As human catchers sort through images this year, they may be joined by a new kind of player, too. Stall Catchers partnered with hundreds of machine-learning experts in 2021 to host a competition aimed at designing algorithms that can sort through images as efficiently as a human. The algorithms were trained on the human-made dataset of stall images, all 12 million of them. While the computers weren’t quite as good — clocking in at around 92 percent accuracy versus about 99 percent for a human — they can work around the clock, potentially speeding up the process of finding stalls.
The team is also at work on a few new citizen science projects based in part on the Stall Catchers model. One is focused on identifying ethnic and socioeconomic factors in Alzheimer’s disease, while another is taking on another condition entirely: sickle cell disease. Sickle Catcher isn’t quite ready yet, but it will likely debut in 2023, Michelucci says.
Words of Wisdom
Asked for any final advice for other project leaders, Michelucci highlighted two things that helped out Stall Catchers at the very beginning. The first is to find people who are running citizen science projects already and seek out their advice.
“Make friends with people who are doing it right and work with them and listen to the community,” he says. “Get help anywhere you can.”

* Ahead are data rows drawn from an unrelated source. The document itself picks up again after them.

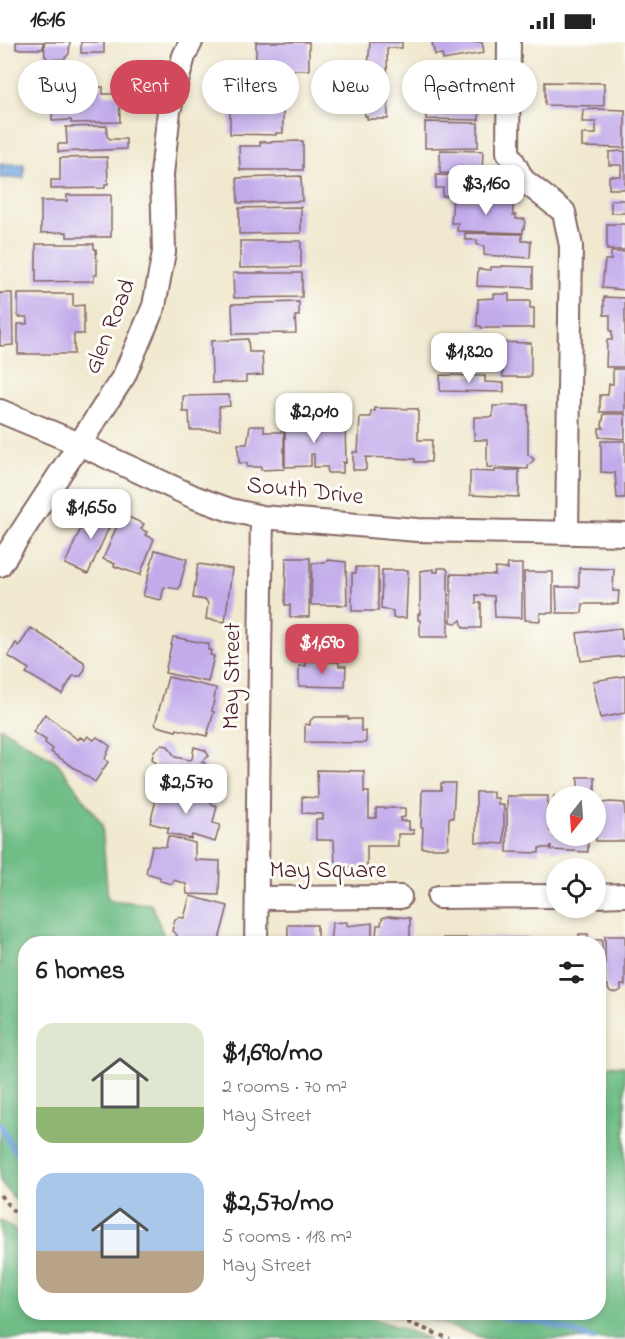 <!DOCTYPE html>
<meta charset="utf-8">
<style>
body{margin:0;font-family:"Indie Flower",sans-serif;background:#f2f2f2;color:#222;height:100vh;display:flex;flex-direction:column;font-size:22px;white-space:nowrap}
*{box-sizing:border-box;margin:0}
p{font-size:20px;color:#767676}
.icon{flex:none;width:33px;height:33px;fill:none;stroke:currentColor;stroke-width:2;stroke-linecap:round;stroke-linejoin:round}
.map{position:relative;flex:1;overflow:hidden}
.panel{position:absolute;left:18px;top:894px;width:588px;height:384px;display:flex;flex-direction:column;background:#fff;border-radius:24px;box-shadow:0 3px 9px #0003}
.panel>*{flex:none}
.hud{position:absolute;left:18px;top:18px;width:590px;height:54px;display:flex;gap:12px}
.needle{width:39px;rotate:197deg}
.tools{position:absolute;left:546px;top:744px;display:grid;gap:12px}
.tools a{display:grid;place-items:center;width:60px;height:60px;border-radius:50%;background:#fff;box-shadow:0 3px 9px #0003;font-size:30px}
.price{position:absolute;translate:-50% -51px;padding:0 14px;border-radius:12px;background:#fff;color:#222;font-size:20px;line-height:39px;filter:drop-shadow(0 2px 3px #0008)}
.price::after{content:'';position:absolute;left:50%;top:36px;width:18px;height:14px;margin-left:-9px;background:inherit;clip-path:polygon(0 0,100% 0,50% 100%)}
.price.on{background:#d1495b;color:#fff}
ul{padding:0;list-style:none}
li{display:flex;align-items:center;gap:18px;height:150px;padding:0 18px}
li span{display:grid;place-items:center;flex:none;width:168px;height:120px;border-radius:18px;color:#555}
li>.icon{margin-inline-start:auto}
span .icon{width:72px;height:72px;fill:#fffc;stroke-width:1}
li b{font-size:26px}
h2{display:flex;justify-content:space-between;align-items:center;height:72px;padding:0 18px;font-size:26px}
.chip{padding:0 21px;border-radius:27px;background:#fff;box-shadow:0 3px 9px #0003;font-size:21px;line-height:54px}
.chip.on{background:#d1495b;color:#fff}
.status{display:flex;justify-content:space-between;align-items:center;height:42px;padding:0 30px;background:#fff;direction:ltr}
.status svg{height:16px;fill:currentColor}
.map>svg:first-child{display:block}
.forest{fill:#6fbd86;stroke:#5c6e58;stroke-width:1.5}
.water{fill:#6ea3db;stroke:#5c6183;stroke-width:1.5}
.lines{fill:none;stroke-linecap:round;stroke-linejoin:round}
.stream{stroke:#6ea3db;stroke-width:6}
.building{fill:#c1abeb}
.minor-casing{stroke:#846664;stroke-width:26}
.path{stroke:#846664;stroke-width:4;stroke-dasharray:4.5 4.5;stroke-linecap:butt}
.minor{stroke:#fff;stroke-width:22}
.labels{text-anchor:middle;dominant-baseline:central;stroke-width:6;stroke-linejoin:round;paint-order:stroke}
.street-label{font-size:24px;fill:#4a1f2b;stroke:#fdfcf7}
</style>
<div class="status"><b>16:16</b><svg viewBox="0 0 49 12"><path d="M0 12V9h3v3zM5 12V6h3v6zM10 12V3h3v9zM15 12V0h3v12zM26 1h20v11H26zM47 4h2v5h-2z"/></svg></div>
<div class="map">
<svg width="625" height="1297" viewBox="0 0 625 1297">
<rect width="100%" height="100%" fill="#fdfcf7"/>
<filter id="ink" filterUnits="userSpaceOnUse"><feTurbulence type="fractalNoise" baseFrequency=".0167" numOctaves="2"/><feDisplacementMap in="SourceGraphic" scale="12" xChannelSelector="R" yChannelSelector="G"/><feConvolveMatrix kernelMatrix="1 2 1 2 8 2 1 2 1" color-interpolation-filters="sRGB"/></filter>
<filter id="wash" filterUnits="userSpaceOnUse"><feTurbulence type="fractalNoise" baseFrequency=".008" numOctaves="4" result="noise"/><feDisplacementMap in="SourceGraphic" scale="24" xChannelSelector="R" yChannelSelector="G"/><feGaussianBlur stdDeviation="1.35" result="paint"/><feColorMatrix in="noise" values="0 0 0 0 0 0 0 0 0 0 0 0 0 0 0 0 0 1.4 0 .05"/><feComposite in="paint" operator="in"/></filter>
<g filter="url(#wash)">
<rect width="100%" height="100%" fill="#f0e9cf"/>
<path class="forest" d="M 0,685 L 57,720 L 102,782 L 108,858 L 151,862 L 167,901 L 26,902 L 25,1170 L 0,1139 Z
M 599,1023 L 625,1024 L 625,1297 L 486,1297 L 414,1271 L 598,1270 Z
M 0,1178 L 25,1195 L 26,1270 L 358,1271 L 430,1297 L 0,1297 Z"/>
<path class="water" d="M 0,122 L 24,122 L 24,136 L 0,136 Z"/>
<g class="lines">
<path class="stream" d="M 0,1082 L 12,1105 L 26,1120
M 493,1270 L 506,1276 L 547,1281 L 593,1297"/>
</g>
<g id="blocks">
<path class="building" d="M 16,0 L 43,0 L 43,7 L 16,7 Z
M 44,0 L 70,0 L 69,12 L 64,17 L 49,18 L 45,14 Z
M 81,0 L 104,0 L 104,11 L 81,11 Z
M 256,0 L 309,0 L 309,28 L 275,28 L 275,37 L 256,37 Z
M 370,0 L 402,0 L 402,6 L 387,6 L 388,77 L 367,77 L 367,74 L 365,74 L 363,62 L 366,55 L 364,34 L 366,26 L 368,25 Z
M 432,0 L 482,0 L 484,11 L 443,18 L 442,12 L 435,13 Z
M 545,40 L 604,41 L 604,64 L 545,63 Z
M 71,45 L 103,45 L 103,52 L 119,52 L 120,80 L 71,81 L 71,78 L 52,79 L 52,59 L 69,59 Z
M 437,45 L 479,45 L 479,78 L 426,77 L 426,64 L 435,64 Z
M 230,51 L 273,52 L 273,66 L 283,66 L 283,91 L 276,91 L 276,93 L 230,92 Z
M 595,67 L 625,68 L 625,106 L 582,105 L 582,92 L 596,92 L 596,80 L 582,80 L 583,68 Z
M 425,80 L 478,81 L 478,105 L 425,106 Z
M 107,84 L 107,94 L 110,97 L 126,97 L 126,107 L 58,110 L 58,102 L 67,102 L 66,85 Z
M 303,99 L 303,128 L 240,128 L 239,104 L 260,104 L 260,100 Z
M 440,108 L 483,109 L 482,132 L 440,131 Z
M 622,109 L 625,109 L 625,147 L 609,147 L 609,134 L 621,134 L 621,123 L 609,123 L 609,110 Z
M 107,115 L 108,142 L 105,142 L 105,146 L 51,147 L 51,138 L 60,138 L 60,116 Z
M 436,133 L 485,134 L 485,148 L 494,148 L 493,154 L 442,154 L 443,146 L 436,146 Z
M 301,134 L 302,159 L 238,161 L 237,136 Z
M 67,153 L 111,153 L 111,195 L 67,195 L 67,190 L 41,191 L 41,159 L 67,159 Z
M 453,157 L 503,158 L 503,161 L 513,161 L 513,173 L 516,173 L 516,177 L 525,177 L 524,187 L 523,187 L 523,191 L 457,189 L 458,181 L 451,181 Z
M 611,158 L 625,158 L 625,171 L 611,171 Z
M 301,165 L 301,191 L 239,192 L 239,166 Z
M 607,182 L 625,182 L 625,208 L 607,208 Z
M 465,191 L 522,192 L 522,199 L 531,199 L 530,216 L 484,213 L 484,204 L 477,203 L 477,198 L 465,198 Z
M 240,199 L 301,199 L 301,225 L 240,226 Z
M 36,202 L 94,202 L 94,207 L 96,207 L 97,222 L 97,233 L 94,233 L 94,239 L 36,240 Z
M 611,210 L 625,210 L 625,248 L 602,246 L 605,218 L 611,218 Z
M 501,224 L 533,225 L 533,246 L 477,244 L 478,227 L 491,228 L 491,225 L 501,225 Z
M 233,231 L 302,231 L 302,255 L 234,256 Z
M 0,251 L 12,251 L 13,303 L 0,304 Z
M 18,252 L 73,252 L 73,264 L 84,263 L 84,292 L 74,292 L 74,312 L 18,312 L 18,282 L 27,282 L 27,275 L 18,275 Z
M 494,252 L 509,252 L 509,259 L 530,259 L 530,266 L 534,266 L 534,286 L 481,286 L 481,284 L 477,284 L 478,257 L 494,256 Z
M 604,255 L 625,256 L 625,325 L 606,325 L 607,298 L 612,298 L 612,289 L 610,289 L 610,273 L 604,273 Z
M 299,260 L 299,274 L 295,274 L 296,291 L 233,292 L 232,262 Z
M 248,297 L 249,310 L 262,310 L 263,333 L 246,334 L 246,340 L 212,341 L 211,299 Z
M 493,300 L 531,301 L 531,335 L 503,335 L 503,325 L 481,324 L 481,327 L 472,327 L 473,305 L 493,305 Z
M 613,327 L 625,327 L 625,370 L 600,370 L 600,353 L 608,353 L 609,342 L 613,342 Z
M 440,333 L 485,334 L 485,340 L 504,341 L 504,350 L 440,349 Z
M 229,353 L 230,364 L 219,365 L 220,388 L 190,388 L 189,370 L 183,370 L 183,354 Z
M 503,363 L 528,363 L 528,413 L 531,414 L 534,418 L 528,424 L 528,427 L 487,425 L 487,398 L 474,398 L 474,375 L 493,375 L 493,364 L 503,364 Z
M 375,366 L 418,367 L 418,398 L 432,398 L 431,420 L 415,420 L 415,417 L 366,415 L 366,428 L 353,428 L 353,410 L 358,410 L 360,375 L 371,375 L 371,369 L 375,369 Z
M 287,372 L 310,372 L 314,376 L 314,400 L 315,383 L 345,382 L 346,421 L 343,420 L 343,431 L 328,431 L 327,425 L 314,425 L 314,412 L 311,412 L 311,424 L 285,425 L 285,382 L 287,382 Z
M 604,372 L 625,372 L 625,397 L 599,395 L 599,386 L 604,386 L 602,383 Z
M 250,384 L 264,384 L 264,390 L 284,390 L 284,427 L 261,428 L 261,425 L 247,425 L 247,421 L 239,421 L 238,402 L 247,402 Z
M 601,399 L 625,399 L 625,456 L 617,456 L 615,431 L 601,430 Z
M 495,428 L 519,428 L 519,455 L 470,453 L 470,429 L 495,430 Z
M 98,462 L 116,470 L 88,532 L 65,522 L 81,486 L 86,488 Z
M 122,472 L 144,482 L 141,487 L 147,490 L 145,493 L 154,497 L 140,533 L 114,524 L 115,522 L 103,517 Z
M 155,508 L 187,517 L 179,547 L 164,545 L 161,558 L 143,554 Z
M 286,516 L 310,516 L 309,575 L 290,575 L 290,563 L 285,563 Z
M 327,518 L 346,520 L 347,563 L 311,563 L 312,521 L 325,521 Z
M 198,522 L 232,527 L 225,580 L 206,577 L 208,562 L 206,558 L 193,556 Z
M 507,522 L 522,522 L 522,576 L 495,575 L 494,554 L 476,553 L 476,561 L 481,561 L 481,586 L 463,586 L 461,578 L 457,581 L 451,580 L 451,532 L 495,533 L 495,526 L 508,527 Z
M 356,525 L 378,525 L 378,569 L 352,569 L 352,531 L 356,531 Z
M 438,526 L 446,526 L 448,529 L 448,595 L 420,595 L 420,578 L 418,578 L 418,572 L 420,572 L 420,529 L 434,527 L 434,530 L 438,530 Z
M 579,526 L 614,527 L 613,549 L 619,549 L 618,562 L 583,562 L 582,571 L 557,571 L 556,545 L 579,545 Z
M 382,528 L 408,528 L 406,576 L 393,576 L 393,569 L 381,567 Z
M 524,530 L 553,530 L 553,571 L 540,571 L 540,579 L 525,578 Z
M 31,586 L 84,620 L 85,627 L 81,634 L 73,634 L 62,652 L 26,631 L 29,627 L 8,614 L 16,601 L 19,604 Z
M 621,586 L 622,597 L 625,596 L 625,614 L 581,619 L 577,591 Z
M 293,592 L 338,593 L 338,597 L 348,597 L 347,615 L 292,613 Z
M 173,595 L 209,602 L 208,608 L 211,608 L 210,613 L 214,614 L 208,640 L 165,631 Z
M 306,619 L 339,620 L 339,624 L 346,624 L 345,645 L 299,644 L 299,624 L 306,624 Z
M 625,634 L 625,671 L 600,676 L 593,639 Z
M 168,635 L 216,646 L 212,669 L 214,670 L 207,694 L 177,687 L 176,689 L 157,684 L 155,682 Z
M 45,672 L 78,698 L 80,695 L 85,698 L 88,694 L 94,698 L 97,695 L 110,704 L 105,717 L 108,720 L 95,740 L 51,710 L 53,707 L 45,701 L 46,698 L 33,690 Z
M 314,675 L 348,675 L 348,677 L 361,677 L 361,689 L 366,689 L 366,701 L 305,700 L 305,682 L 310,683 L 310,679 Z
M 161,703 L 168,704 L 175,715 L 190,718 L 192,717 L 194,705 L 205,708 L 209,714 L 201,720 L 205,721 L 204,728 L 215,731 L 211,742 L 208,741 L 207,746 L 197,745 L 194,741 L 196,739 L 188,737 L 186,739 L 173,735 L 171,733 L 157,730 L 154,726 L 156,721 L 152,717 L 154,709 Z
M 317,728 L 364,729 L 364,750 L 369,750 L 369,776 L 376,776 L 376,766 L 405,766 L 405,775 L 400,776 L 400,779 L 409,779 L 409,788 L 414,788 L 414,792 L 398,792 L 398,804 L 367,804 L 367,825 L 335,825 L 334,798 L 316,798 L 316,777 L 323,777 L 323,772 L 302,771 L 302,755 L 318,756 Z
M 578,735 L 595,735 L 595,754 L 578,754 Z
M 441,741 L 455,741 L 453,776 L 449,776 L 448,806 L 422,806 L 423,785 L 421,785 L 422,748 L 441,748 Z
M 159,746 L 212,756 L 211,762 L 217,764 L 213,781 L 220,783 L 215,800 L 192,793 L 191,797 L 167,791 L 169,786 L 150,781 Z
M 476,750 L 493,750 L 493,756 L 498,756 L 498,763 L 504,763 L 504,802 L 476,800 Z
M 507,754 L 548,754 L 547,775 L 550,774 L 550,789 L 553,789 L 554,754 L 556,754 L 556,794 L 588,794 L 588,810 L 551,808 L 551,803 L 550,806 L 539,806 L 539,811 L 507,810 Z
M 610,760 L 625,761 L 625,799 L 596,799 L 596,762 Z
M 168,794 L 195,801 L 195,818 L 220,819 L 219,853 L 187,852 L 186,842 L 174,838 L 172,842 L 160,839 L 160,835 L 146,831 L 152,804 L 166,805 Z
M 190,854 L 228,864 L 218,902 L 174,901 L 177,893 L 172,889 L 175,877 L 177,877 L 178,875 L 184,876 Z
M 388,874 L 410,876 L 410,902 L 374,902 L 374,896 L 376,896 L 377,883 L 381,883 L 382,876 Z
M 347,880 L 347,884 L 372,881 L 372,902 L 330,902 L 332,881 Z
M 288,883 L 317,883 L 317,902 L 276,902 L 276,895 L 288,895 Z
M 579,892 L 588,892 L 588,898 L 602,898 L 601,946 L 598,946 L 598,902 L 566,902 L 568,896 L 579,896 Z
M 605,894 L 625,894 L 625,943 L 621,943 L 621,948 L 618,950 L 611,950 L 608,947 L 608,943 L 605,943 Z
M 443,896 L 545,896 L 545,902 L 443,902 Z"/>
</g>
</g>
<g filter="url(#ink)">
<use href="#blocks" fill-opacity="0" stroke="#846664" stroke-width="1.5"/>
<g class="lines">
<g class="minor-casing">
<path id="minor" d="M 509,0 L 508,110 L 523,138 L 564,170 L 571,204 L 567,490
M 0,369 L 79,402 L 194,455 L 230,468 L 262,475 L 417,488 L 625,492
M 0,523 L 124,334 L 154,264 L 164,210 L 162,132 L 169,69 L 184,14 L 191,0
M 596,854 L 625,853
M 439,855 L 556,854
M 257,856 L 400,855
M 256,902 L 262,475"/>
</g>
<path class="path" d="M 0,1153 L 15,1171 L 26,1179
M 382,1270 L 450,1297"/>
<use href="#minor" class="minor"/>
</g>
</g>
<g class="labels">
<g class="street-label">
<text transform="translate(111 285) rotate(-68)">Glen Road</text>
<text transform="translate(305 450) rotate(6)">South Drive</text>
<text transform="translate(233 634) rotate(-89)">May Street</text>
<text x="328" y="829">May Square</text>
</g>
</g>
</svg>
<div class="tools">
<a><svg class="needle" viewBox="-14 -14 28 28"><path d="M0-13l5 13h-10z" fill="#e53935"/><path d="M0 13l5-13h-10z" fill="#767676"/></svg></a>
<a><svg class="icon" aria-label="locate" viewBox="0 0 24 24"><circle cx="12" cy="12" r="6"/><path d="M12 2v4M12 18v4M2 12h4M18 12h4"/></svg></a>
</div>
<b class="price" style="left:486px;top:174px">$3,160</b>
<b class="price" style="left:469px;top:342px">$1,820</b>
<b class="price" style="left:314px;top:402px">$2,010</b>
<b class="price" style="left:91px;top:498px">$1,650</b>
<b class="price on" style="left:322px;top:633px">$1,690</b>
<b class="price" style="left:186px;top:773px">$2,570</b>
<div class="hud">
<a class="chip">Buy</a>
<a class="chip on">Rent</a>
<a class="chip">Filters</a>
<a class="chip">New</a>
<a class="chip">Apartment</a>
</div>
<section class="panel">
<h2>6 homes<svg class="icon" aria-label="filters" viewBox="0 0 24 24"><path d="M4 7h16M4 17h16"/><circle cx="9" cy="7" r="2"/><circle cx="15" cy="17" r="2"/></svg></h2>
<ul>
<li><span style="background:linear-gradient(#dfe7d0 70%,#8fb573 0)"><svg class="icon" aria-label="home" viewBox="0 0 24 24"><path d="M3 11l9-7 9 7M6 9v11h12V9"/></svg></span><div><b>$1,690/mo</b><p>2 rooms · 70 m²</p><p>May Street</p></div></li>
<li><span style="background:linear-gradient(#a9c7e8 65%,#b9a48a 0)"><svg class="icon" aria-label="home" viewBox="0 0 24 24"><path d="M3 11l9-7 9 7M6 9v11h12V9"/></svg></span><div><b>$2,570/mo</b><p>5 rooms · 118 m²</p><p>May Street</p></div></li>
</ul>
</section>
</div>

The second is staying flexible. Stall Catchers was initially supposed to be two separate projects, but it turned out that one could be entirely automated, while the other one turned into the current version of Stall Catchers. That let the team focus on making the current game as good as it could be, something they hadn’t anticipated doing from the outset.
“Don’t be afraid to pivot. Sometimes you go in with one idea and you suddenly realize ‘this makes more sense,’” Michelucci says. “So you can’t get too locked into a particular mindset.”